In English the word Shanti is usually translated as Peace. No matter how accurate that translation may be in usage it is not to my mind satisfactory. Peace does not convey anything of the same quality as Shanti. Shanti is a word that emanates. It spreads like the wind on the Ocean, stilling all it touches and reducing movement to a minimum. Peace does not do this. Peace drops. I cannot even say it settles because the downward movement of the sound is more powerful than that. It falls like a veil over things. As such it is an imposing settling, something that comes from and is demanded from outside.
Shanti does not do this. Like the hand raised in a gathering that gradually draws all to its signal, so Shanti draws upwards from within. Can you imagine that signal being used in the Houses of Parliament? People would ignore it and shout even louder over one another. The speaker shouting loudest of all. Order! Order! ORDER!

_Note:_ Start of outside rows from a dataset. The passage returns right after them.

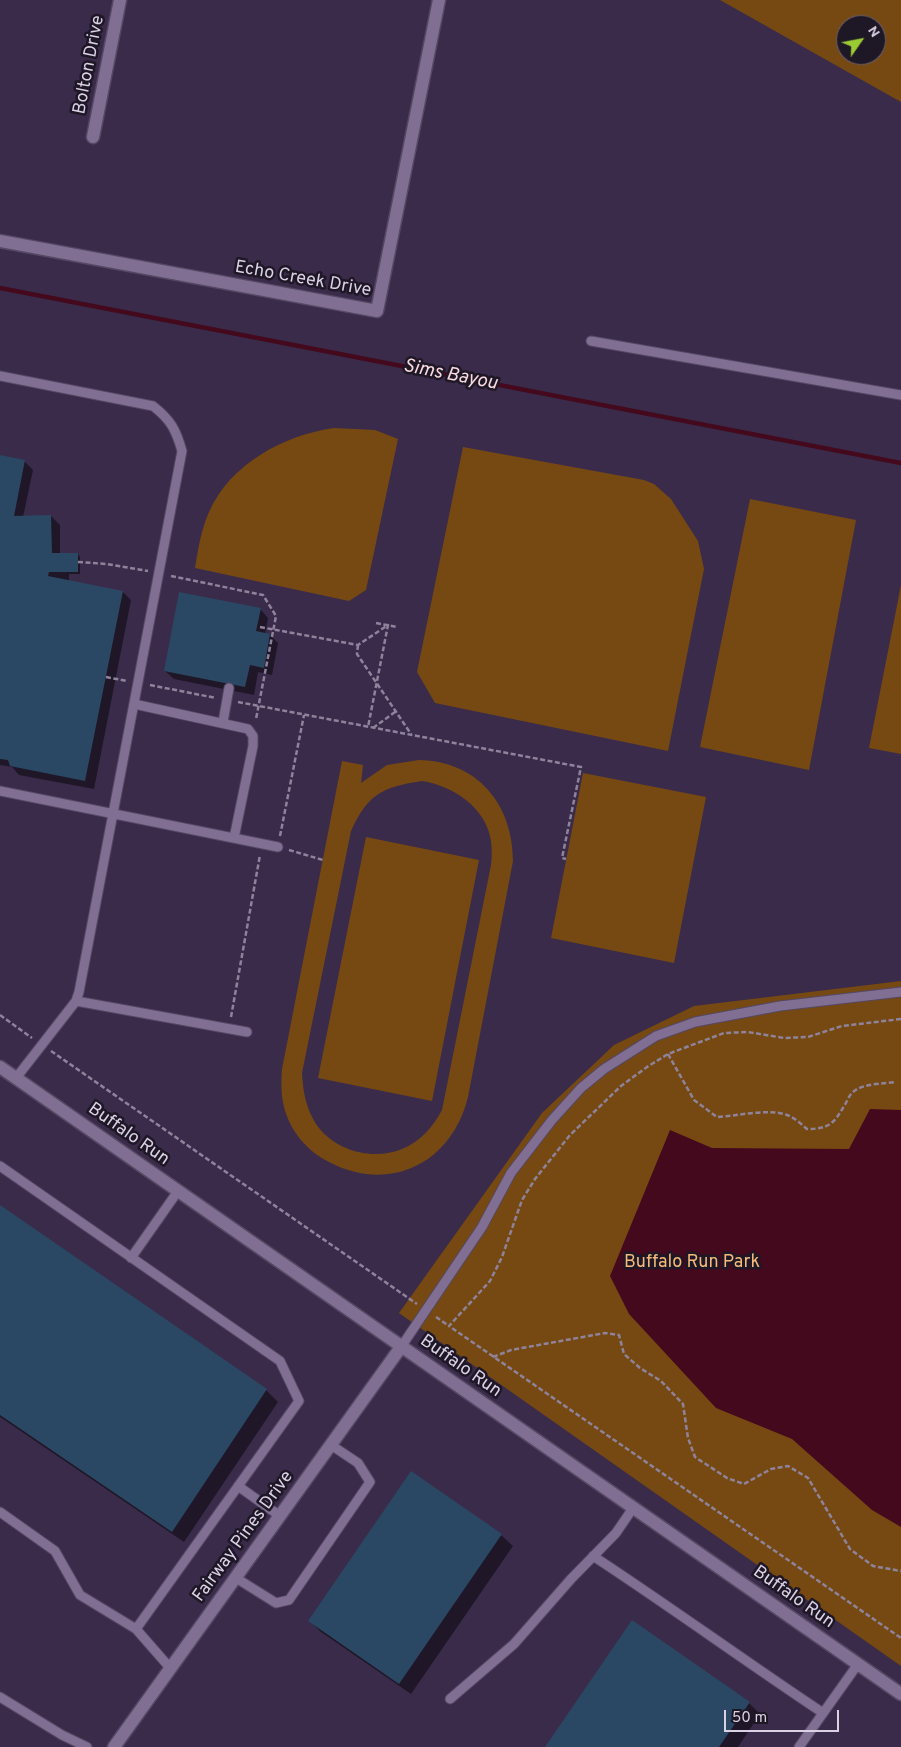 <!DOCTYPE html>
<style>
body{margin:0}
#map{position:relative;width:901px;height:1747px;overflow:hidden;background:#3a2b4a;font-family:Overpass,sans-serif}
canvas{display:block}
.north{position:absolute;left:836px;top:15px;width:50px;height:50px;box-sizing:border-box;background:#1e1726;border:1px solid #696172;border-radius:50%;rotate:57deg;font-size:14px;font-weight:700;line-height:20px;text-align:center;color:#dad1e5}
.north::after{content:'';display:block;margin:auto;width:18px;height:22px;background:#9bcb33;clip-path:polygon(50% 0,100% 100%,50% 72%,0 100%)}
.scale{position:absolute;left:724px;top:1710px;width:115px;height:22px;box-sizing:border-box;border:2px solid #dad1e5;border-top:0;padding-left:6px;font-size:15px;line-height:18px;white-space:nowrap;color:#dad1e5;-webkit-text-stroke:4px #1e1726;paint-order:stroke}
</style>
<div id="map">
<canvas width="901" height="1747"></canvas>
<div class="north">N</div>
<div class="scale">50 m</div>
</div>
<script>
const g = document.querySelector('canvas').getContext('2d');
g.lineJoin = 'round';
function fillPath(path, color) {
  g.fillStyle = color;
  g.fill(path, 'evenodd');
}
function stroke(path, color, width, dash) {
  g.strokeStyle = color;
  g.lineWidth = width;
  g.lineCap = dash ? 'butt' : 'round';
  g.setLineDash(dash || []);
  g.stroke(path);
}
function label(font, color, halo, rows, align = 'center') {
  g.font = font + ' Overpass,sans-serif';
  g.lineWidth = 5;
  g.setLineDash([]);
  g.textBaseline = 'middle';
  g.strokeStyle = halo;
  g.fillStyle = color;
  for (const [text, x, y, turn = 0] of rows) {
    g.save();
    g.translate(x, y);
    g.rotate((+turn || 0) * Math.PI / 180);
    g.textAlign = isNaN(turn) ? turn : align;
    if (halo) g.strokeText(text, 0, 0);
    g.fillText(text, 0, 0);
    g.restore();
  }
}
fillPath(new Path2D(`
 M720,0H901V102ZM846,25H876V55H846Z
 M334,428L375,430L398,439L366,590L349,601L195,568C198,550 201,530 209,512C230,464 284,435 334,428Z
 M463,447L644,480L654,484L671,499L698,541L704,569L668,751L435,703L417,672Z
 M750,499L856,520L809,770L700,747Z
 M901,585V754L869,748Z
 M419,760C477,761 513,804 513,861L468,1097C452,1163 390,1194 329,1162C307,1151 290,1131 284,1107C281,1094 281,1082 282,1069L342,761L363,765L361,783L387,765ZM422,781C453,786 486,807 491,841C492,849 492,857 491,865L442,1110C433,1127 420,1142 402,1149C373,1161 334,1151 316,1124C306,1108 303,1092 302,1073L351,831C368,794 382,787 422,781Z
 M583,773L706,797L674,963L551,938Z
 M366,837L479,860L432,1101L318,1078Z
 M901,981V1666L399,1313L542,1113L614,1045L694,1006Z`), '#764912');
fillPath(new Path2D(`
 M870,1109L901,1110V1527L872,1510L792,1439L716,1408L629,1314L610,1276L670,1130L712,1148L849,1149Z`), '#44091d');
fillPath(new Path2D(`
 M0,457L24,461L33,470L23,517L51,516L60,525V554H78L80,557V574H69V581L123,592L131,600L94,789L19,775L12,767L0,765Z
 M260,609L268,618L265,634L270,635L278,643L272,675L258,672L254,695L174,679L165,671Z
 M0,1206L266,1390L278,1402L184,1542L0,1417Z
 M501,1535L513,1546L411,1694L321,1632L310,1621Z
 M749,1703L760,1714L738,1747H547Z`), '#0007');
stroke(new Path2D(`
 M0,288L901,463`), '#44091d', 4.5);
fillPath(new Path2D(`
 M0,455L25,460L14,516L51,515L52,553H78V572H49L48,576L123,591L85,781L10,766L8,760L0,759Z
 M179,592L261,608L256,631L270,634L264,668L250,665L245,687L164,671Z
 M0,1205L267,1389L172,1532L0,1415Z
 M411,1471L502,1534L399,1684L308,1621Z
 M632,1620L750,1702L719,1747H545Z`), '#2a4863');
const service = new Path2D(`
 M591,341L901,395
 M0,376L153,406C171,420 176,430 182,451L79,992L76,1001L16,1078
 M134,704L248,729L253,736V746L234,838
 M223,722L229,688
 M0,791L278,847
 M76,1001L247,1032
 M0,1166L280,1361L299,1401L136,1629L80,1595L55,1551L0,1512
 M131,1258L178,1191
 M401,1347L482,1227L511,1173L552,1120L581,1088L604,1069L656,1036L695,1022L780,1006L901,992
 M238,1486L280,1516
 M593,1556C671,1607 746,1662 823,1713
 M236,1578L276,1603L289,1600L370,1482L358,1463L331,1445
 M136,1629L171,1669
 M0,1697L62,1735L87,1747
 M450,1699L514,1644L571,1579L616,1533L633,1508
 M799,1747L858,1664`);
const minor = new Path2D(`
 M93,137L120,0
 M0,241L377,311L439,0
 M114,1747L401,1347`);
const tertiary = new Path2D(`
 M0,1067L901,1694`);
stroke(service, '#554863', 11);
stroke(minor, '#554863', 15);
stroke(tertiary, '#554863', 15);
stroke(new Path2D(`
 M78,562L107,564L148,571
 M171,576L263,595L276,616L256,719
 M376,623L397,627
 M260,627L358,645L388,625L368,727
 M358,645L357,654L411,734
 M106,677L127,681
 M150,685L216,698
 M238,702L581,767L562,858L566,859
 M373,728L395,712
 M280,836L304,715
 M289,850L323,860
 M0,1015L32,1038
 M231,1017L260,855
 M901,1019L842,1026L808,1037L784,1038L748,1032L724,1033L668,1054L647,1067L621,1086L570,1135L535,1179L522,1200L502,1257L490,1281L449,1326L901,1638
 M51,1051L417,1304
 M668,1054L694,1100L717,1117C737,1116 769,1108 787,1115C795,1118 801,1124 807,1129C828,1129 834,1124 844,1106C847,1102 849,1095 853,1092C863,1083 883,1084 896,1082
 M436,1317L449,1326
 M493,1357L511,1350L605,1333L619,1335L624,1354L640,1368L661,1381L683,1404L688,1438L695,1457L727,1478L744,1484L771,1469L788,1466L808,1478L850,1549L873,1566L901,1571`), '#8f839c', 2.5, [5, 2.5]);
stroke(service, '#806f93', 9);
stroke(minor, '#806f93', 12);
stroke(tertiary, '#806f93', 12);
label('18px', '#dad1e5', '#1e1726', [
 ["Bolton Drive",90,65,-79],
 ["Echo Creek Drive",303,280,10],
 ["Buffalo Run",128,1135,35],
 ["Buffalo Run",460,1367,35],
 ["Fairway Pines Drive",244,1537,-54],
 ["Buffalo Run",793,1598,35]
]);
label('18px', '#f7b97a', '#1e1726', [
 ["Buffalo Run Park",692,1263]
]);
label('italic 19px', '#f9d9df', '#1e1726', [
 ["Sims Bayou",450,376,11]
]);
</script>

I cannot imagine the use of the word Shanti in these circumstances.
No Shanti is not well translated as Peace.
The better word in English to use is Tranquillity.
Like Shanti Tranquillity spreads outwards touching all it falls upon and drawing them into that state of rest which is best described as Shanti, it is so pleasing.
It is this failure of translators to value the resonance of a word as well as its general sense that I find so unhappy in many of the translations I come across, not of Shanti only but of many words and languages. Before a translator can properly translate a work they must first have the soul of a poet, for a poet hears words, and in hearing them knows their weight and value. Their echo in the depths of Space, and thus within the human body.